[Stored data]
==============================
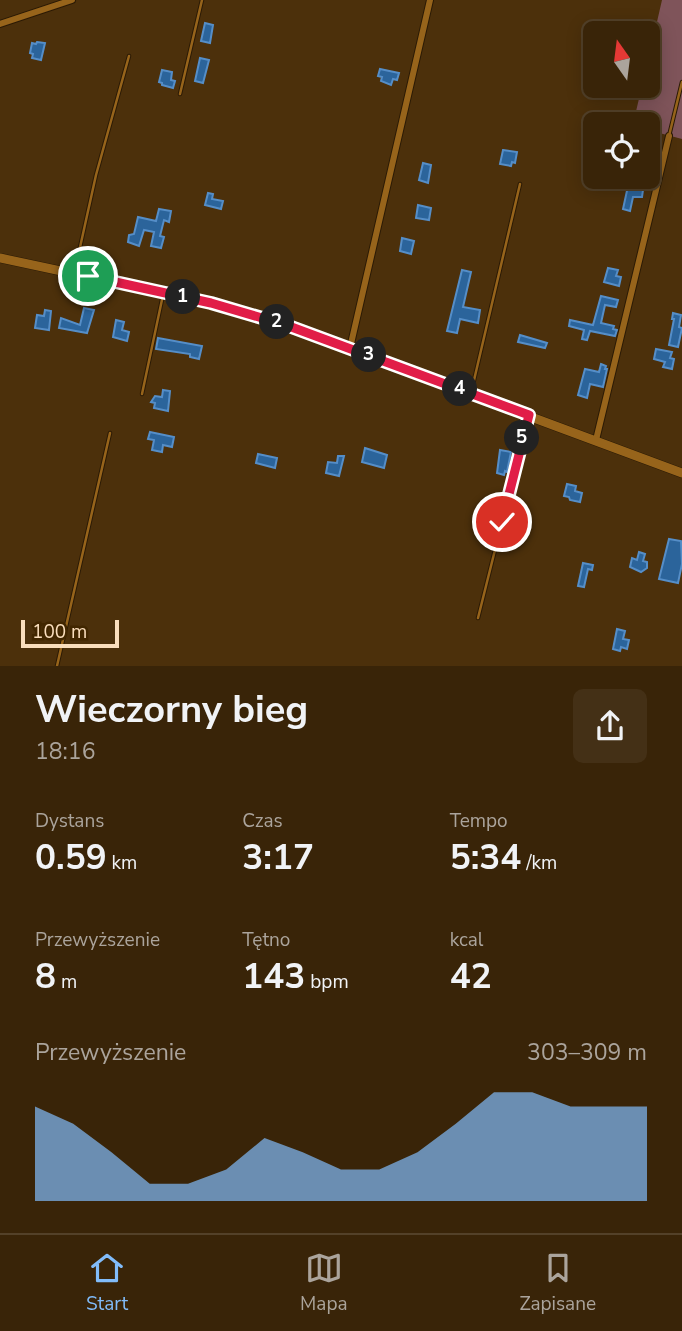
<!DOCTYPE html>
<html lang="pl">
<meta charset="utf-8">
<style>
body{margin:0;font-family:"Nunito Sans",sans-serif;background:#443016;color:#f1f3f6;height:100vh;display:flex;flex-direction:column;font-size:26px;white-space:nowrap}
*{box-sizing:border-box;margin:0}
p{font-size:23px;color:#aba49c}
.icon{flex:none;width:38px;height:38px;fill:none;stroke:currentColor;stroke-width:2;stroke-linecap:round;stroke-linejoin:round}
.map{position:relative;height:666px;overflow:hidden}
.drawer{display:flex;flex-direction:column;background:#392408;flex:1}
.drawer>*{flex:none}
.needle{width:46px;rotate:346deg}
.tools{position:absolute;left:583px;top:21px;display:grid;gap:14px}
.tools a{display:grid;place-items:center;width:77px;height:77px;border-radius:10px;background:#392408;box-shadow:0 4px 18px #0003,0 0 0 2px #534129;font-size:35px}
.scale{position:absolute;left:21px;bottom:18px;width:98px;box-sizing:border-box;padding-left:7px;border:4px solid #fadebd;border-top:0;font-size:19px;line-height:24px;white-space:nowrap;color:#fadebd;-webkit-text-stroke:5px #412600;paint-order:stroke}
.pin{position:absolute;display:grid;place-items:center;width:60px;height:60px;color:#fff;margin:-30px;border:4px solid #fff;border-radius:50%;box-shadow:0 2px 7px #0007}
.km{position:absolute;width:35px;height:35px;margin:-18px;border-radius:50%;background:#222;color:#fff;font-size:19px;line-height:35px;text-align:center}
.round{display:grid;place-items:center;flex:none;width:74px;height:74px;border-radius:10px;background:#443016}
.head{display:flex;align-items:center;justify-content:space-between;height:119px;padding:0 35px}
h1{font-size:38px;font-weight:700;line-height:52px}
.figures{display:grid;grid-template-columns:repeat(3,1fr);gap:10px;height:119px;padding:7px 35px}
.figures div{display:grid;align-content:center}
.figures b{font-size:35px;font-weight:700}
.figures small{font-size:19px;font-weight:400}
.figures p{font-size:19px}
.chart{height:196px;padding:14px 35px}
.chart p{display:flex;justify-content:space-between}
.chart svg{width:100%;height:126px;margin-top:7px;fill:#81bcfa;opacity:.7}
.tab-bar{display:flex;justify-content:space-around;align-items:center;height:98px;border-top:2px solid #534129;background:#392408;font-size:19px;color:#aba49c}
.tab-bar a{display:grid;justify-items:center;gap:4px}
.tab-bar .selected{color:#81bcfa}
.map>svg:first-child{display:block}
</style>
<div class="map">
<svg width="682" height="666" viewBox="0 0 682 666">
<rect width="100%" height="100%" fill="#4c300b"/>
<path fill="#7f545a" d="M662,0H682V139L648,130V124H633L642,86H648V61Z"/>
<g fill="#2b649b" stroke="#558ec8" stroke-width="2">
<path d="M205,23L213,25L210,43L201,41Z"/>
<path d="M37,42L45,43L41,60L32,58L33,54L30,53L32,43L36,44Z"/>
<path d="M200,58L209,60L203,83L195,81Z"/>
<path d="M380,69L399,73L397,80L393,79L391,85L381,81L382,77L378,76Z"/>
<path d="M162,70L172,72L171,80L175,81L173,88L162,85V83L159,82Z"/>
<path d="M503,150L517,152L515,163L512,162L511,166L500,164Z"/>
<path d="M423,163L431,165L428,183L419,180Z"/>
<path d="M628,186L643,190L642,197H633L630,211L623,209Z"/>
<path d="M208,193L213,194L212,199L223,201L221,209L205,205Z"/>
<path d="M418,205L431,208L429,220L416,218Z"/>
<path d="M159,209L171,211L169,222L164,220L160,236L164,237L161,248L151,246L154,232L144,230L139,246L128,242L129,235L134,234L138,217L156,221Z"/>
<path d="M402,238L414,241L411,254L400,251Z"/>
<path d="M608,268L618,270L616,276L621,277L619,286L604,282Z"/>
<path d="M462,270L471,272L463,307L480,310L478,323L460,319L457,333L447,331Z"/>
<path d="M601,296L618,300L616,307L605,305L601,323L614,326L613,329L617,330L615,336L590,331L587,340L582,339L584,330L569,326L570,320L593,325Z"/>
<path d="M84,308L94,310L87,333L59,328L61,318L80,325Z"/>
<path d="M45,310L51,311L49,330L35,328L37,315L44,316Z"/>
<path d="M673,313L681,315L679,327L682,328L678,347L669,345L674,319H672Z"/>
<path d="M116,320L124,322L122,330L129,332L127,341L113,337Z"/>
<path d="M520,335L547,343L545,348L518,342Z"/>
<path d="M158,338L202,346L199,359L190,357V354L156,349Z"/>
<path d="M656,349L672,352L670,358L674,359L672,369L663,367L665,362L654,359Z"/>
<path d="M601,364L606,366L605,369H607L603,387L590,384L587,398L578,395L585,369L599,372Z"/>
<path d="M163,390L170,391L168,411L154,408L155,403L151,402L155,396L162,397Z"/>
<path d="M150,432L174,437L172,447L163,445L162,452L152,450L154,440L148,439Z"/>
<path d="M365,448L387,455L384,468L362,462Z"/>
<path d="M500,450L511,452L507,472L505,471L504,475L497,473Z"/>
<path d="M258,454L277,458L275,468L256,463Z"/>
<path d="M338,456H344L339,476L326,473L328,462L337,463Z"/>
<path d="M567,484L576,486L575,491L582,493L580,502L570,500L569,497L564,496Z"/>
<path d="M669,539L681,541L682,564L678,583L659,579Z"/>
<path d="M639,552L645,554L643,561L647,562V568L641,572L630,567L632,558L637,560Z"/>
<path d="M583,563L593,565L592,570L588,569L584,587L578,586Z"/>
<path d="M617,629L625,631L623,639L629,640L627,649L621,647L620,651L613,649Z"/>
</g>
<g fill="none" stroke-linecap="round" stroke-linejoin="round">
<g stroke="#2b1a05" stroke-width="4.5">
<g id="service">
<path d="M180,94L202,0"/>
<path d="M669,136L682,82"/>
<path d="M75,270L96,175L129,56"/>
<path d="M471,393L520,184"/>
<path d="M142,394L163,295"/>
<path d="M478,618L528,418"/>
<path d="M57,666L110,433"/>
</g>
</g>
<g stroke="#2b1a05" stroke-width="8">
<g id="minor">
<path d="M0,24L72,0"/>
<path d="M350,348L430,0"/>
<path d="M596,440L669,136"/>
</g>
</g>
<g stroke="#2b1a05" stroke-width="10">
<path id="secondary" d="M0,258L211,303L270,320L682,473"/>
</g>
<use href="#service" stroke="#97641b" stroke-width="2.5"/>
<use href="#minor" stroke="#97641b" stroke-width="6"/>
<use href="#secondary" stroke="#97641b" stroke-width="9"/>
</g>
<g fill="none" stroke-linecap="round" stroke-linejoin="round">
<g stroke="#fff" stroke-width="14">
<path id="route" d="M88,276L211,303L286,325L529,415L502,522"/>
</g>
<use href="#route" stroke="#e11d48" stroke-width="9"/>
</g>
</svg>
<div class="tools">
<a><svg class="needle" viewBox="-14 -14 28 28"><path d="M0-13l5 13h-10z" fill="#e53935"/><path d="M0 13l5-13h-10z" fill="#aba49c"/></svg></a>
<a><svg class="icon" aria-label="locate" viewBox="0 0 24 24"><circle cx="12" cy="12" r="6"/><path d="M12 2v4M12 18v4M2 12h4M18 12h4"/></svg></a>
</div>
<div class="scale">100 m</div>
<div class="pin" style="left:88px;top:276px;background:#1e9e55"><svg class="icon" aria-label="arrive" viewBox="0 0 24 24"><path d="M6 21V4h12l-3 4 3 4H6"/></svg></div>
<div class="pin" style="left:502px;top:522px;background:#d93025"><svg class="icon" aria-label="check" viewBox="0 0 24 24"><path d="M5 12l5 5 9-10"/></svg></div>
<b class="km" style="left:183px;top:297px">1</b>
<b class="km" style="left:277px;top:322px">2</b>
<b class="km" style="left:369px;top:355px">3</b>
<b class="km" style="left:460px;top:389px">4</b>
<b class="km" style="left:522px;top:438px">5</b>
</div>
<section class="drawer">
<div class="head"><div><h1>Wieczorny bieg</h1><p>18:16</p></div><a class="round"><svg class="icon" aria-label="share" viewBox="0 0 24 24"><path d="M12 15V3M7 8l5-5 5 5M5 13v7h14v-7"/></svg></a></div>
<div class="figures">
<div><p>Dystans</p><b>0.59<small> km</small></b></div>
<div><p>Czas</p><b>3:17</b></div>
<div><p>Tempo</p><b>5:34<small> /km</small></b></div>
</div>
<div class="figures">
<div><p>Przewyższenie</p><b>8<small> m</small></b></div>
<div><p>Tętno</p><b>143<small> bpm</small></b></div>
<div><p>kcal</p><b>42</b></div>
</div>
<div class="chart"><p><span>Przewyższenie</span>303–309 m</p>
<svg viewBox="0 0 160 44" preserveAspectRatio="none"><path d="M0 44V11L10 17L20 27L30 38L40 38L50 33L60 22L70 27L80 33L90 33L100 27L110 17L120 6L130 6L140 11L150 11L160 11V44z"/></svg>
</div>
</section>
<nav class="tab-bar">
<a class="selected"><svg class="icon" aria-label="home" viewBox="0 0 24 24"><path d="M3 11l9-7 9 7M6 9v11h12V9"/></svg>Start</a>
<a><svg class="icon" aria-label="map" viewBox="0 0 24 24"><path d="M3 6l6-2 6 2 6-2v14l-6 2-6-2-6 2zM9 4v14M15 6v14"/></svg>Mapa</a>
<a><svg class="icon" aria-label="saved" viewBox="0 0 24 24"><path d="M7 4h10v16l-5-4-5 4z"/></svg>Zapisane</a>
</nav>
==============================
PROBLEM DESCRIPTION: Copy every line of the entries in which "scale" can be found.

SOLUTION FOR THIS TASK:
.scale{position:absolute;left:21px;bottom:18px;width:98px;box-sizing:border-box;padding-left:7px;border:4px solid #fadebd;border-top:0;font-size:19px;line-height:24px;white-space:nowrap;color:#fadebd;-webkit-text-stroke:5px #412600;paint-order:stroke}
<div class="scale">100 m</div>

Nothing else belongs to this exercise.